=== Section Start ===

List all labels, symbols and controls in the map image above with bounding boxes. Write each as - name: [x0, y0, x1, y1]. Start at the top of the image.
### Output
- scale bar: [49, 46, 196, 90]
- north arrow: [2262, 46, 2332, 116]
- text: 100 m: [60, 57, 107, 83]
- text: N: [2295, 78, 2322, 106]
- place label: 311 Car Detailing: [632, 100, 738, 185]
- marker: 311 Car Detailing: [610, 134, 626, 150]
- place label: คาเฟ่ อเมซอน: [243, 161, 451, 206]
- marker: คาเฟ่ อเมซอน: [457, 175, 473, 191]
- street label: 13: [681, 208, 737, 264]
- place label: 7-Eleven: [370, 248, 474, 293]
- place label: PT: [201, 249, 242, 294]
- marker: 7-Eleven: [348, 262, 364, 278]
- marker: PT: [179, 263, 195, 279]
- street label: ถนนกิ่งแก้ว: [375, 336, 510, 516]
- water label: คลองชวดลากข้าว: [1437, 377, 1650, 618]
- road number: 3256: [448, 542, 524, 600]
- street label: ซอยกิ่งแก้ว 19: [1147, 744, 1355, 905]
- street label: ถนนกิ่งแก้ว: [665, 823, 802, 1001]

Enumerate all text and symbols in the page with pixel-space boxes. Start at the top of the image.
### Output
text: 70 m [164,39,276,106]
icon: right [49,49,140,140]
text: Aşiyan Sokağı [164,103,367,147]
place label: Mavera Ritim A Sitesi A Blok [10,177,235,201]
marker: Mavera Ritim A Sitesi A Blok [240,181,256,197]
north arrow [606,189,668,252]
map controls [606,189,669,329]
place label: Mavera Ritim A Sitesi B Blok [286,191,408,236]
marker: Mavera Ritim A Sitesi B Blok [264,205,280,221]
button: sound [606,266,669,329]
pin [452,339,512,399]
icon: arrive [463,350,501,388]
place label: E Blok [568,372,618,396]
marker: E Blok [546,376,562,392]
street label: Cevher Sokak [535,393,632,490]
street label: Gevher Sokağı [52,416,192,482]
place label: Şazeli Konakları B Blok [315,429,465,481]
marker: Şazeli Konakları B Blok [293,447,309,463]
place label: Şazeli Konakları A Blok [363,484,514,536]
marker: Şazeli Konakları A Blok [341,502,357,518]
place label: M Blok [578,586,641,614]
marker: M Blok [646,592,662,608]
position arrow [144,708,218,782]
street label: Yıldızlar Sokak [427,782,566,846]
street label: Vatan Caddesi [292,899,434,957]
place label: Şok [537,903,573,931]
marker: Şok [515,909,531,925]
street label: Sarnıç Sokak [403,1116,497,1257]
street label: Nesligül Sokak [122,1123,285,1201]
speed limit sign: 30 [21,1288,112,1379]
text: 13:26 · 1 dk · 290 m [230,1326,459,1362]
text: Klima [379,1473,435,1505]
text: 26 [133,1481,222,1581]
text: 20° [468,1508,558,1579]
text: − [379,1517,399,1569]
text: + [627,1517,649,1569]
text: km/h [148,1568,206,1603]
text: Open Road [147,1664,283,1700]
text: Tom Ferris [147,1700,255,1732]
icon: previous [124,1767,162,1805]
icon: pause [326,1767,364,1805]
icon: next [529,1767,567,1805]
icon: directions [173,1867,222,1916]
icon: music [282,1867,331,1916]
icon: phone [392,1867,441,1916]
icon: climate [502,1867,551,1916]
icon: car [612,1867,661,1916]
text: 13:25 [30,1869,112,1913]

=== Section End ===

**WORK INSTRUCTIONS**: In the entries above, find each line with the word "boxes" and copy it.

**SOLUTION BELOW**:
List all labels, symbols and controls in the map image above with bounding boxes. Write each as - name: [x0, y0, x1, y1]. Start at the top of the image.
Enumerate all text and symbols in the page with pixel-space boxes. Start at the top of the image.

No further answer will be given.